■ **Your objective**
Here are the records. Print them all exactly.

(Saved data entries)
________________________

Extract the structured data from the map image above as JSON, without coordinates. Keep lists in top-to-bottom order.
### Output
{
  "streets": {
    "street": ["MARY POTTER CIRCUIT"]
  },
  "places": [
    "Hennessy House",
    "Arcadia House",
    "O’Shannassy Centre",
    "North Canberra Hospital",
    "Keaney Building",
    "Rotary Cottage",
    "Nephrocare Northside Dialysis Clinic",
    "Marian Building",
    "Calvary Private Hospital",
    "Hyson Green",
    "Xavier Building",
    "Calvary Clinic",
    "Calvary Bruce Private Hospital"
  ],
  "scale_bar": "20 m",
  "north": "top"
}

________________________

■ **Response to the task**
Extract the structured data from the map image above as JSON, without coordinates. Keep lists in top-to-bottom order.
### Output
{
  "streets": {
    "street": ["MARY POTTER CIRCUIT"]
  },
  "places": [
    "Hennessy House",
    "Arcadia House",
    "O’Shannassy Centre",
    "North Canberra Hospital",
    "Keaney Building",
    "Rotary Cottage",
    "Nephrocare Northside Dialysis Clinic",
    "Marian Building",
    "Calvary Private Hospital",
    "Hyson Green",
    "Xavier Building",
    "Calvary Clinic",
    "Calvary Bruce Private Hospital"
  ],
  "scale_bar": "20 m",
  "north": "top"
}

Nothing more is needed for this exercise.